California (CCPA/CPRA)
California residents have the right to know what personal information is collected, to delete it, and to correct inaccurate information. We do not 'sell' or 'share' your personal information as defined by the CCPA/CPRA. You have the right to not be discriminated against for exercising your privacy rights.
To exercise these rights: To exercise these rights, please email admin@attestly.dev with the subject line 'California Privacy Request'.
Virginia (VCDPA)
Virginia residents have the right to access, correct, delete, and obtain a copy of their personal data, and to opt-out of the processing of personal data for purposes of targeted advertising, the sale of personal data, or profiling in furtherance of decisions that produce legal or similarly significant effects.
To exercise these rights: To exercise these rights, please email admin@attestly.dev with the subject line 'Virginia Privacy Request'.
Colorado (CPA)
Colorado residents have the right to access, correct, delete, and obtain a copy of their personal data, and to opt-out of the processing of personal data for purposes of targeted advertising, the sale of personal data, or profiling in furtherance of decisions that produce legal or similarly significant effects.
To exercise these rights: To exercise these rights, please email admin@attestly.dev with the subject line 'Colorado Privacy Request'.
Connecticut (CTDPA)
Connecticut residents have the right to access, correct, delete, and obtain a copy of their personal data, and to opt-out of the processing of personal data for purposes of targeted advertising, the sale of personal data, or profiling in furtherance of decisions that produce legal or similarly significant effects.

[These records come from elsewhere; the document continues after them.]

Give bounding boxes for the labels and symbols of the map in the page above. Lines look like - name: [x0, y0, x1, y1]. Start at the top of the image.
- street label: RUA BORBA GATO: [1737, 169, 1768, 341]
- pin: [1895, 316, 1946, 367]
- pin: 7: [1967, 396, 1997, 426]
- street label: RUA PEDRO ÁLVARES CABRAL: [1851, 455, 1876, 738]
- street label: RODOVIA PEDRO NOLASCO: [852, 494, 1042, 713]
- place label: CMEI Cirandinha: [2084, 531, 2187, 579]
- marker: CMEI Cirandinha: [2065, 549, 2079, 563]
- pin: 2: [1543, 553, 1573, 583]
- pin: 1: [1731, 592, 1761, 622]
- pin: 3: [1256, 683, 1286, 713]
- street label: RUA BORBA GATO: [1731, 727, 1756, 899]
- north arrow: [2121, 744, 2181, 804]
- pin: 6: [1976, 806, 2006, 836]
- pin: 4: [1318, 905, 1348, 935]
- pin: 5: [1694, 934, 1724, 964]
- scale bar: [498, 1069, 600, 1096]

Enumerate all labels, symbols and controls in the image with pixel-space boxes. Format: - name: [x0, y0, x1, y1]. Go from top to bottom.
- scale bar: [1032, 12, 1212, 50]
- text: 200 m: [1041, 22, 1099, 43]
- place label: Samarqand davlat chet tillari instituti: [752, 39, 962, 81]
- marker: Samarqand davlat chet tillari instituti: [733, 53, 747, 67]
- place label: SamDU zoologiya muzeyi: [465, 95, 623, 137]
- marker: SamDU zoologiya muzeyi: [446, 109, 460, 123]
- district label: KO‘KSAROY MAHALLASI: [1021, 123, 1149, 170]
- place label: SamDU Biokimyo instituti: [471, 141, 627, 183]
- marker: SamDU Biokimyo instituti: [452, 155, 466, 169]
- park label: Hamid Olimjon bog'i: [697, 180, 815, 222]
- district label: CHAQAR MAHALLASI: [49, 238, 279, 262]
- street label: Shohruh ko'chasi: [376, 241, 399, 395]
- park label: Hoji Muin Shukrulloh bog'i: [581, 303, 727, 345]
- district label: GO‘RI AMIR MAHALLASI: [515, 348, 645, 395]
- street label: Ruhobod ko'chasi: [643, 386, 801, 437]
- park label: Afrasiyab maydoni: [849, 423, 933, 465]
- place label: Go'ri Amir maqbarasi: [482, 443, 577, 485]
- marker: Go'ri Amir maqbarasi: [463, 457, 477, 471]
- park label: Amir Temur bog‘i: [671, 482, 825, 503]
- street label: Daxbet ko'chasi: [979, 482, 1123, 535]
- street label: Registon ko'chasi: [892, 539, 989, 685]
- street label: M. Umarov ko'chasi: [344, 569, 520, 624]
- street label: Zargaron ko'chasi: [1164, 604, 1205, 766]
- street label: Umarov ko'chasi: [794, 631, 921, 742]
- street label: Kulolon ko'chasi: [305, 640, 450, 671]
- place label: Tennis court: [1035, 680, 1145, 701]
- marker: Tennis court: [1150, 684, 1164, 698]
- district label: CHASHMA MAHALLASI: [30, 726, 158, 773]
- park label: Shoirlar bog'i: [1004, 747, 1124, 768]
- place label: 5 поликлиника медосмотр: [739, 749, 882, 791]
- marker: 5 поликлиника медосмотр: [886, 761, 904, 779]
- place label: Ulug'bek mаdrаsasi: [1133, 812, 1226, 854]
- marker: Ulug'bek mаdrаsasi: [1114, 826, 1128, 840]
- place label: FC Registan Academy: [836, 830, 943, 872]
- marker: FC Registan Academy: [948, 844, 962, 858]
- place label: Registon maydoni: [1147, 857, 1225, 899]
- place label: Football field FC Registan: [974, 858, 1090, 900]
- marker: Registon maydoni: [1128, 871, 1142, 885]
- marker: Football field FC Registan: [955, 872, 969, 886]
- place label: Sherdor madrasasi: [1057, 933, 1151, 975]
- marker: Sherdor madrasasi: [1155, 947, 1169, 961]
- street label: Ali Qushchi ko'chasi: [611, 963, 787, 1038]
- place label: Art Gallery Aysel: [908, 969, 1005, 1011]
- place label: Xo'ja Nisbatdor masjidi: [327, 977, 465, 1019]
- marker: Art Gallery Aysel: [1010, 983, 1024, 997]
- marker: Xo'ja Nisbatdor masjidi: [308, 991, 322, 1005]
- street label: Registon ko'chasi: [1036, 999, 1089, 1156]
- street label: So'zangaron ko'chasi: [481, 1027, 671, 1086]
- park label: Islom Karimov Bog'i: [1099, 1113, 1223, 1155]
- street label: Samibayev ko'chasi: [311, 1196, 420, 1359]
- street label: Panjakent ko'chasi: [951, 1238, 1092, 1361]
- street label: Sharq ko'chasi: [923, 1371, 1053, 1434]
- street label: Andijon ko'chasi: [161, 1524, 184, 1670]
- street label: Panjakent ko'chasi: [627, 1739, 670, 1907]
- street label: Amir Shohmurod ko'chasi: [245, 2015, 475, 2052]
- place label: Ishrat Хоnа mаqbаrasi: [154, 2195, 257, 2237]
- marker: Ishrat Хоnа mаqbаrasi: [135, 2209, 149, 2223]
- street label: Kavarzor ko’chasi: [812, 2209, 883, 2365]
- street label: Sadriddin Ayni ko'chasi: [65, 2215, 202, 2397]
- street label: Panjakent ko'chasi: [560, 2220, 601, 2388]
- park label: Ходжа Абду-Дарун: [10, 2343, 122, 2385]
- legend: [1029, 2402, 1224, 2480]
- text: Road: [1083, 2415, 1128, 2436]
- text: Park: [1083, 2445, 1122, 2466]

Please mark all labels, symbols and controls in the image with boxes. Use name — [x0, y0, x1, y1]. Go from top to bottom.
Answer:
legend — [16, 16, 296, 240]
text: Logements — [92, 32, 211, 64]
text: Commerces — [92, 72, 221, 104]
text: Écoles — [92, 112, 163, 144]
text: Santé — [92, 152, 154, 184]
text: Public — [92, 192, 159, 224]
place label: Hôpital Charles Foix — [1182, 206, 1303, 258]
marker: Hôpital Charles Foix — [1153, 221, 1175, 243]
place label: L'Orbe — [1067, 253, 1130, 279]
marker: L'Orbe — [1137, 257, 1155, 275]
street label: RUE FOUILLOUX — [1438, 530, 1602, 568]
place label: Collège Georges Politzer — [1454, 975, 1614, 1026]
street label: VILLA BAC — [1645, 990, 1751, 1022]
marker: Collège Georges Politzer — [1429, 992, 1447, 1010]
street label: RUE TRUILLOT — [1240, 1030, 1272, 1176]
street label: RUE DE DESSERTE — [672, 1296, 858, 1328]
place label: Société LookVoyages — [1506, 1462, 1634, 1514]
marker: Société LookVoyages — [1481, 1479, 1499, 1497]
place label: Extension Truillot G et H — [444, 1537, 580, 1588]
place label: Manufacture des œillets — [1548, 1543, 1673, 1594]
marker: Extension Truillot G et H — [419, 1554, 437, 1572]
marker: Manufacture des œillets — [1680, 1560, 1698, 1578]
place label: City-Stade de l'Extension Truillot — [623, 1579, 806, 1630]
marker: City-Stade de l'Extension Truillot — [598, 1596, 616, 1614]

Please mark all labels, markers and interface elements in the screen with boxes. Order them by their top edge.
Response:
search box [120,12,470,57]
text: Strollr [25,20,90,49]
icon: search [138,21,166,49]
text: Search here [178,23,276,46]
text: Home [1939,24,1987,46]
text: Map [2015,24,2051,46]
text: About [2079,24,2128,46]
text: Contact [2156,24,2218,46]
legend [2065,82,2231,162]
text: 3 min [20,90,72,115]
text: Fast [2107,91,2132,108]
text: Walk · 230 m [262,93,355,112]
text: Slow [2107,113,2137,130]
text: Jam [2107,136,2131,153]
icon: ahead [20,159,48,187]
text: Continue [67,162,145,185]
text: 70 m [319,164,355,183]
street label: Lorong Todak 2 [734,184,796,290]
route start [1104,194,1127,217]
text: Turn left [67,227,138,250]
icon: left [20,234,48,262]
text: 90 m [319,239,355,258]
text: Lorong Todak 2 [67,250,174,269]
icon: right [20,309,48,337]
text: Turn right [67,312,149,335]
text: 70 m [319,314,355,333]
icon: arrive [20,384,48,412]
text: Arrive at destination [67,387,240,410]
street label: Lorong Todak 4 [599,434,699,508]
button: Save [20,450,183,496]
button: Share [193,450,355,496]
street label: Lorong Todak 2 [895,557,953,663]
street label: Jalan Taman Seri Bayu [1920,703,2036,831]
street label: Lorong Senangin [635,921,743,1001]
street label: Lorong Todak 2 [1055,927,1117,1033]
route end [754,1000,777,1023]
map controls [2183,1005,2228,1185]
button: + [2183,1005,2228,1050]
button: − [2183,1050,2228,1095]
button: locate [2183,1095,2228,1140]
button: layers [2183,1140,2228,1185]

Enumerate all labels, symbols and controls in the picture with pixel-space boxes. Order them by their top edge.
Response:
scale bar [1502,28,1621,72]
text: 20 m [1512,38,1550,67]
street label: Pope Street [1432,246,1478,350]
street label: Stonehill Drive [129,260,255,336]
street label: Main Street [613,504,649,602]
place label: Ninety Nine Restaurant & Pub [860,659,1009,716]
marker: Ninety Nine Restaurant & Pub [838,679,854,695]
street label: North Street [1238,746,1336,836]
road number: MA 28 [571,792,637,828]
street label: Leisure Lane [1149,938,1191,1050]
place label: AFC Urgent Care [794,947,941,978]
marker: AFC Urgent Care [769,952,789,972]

To exercise these rights: To exercise these rights, please email admin@attestly.dev with the subject line 'Connecticut Privacy Request'.
Texas (TDPSA)
Texas residents have the right to confirm whether a controller is processing their personal data, to access, correct, and delete their data, and to obtain a portable copy. You also have the right to opt out of processing for targeted advertising, the sale of personal data, or certain types of profiling.
To exercise these rights: To exercise these rights, please email admin@attestly.dev with the subject line 'Texas Privacy Request'.
Contact
If you have any questions about this Privacy Policy or wish to exercise your data protection rights, please contact us at admin@attestly.dev. We are committed to working with you to obtain a fair resolution of any complaint or concern about privacy.
Changes to this policy
We may update this Privacy Policy from time to time. We will notify you of any material changes by posting the new policy on our website or by sending you an email notification. We encourage you to review this Privacy Policy periodically for any changes.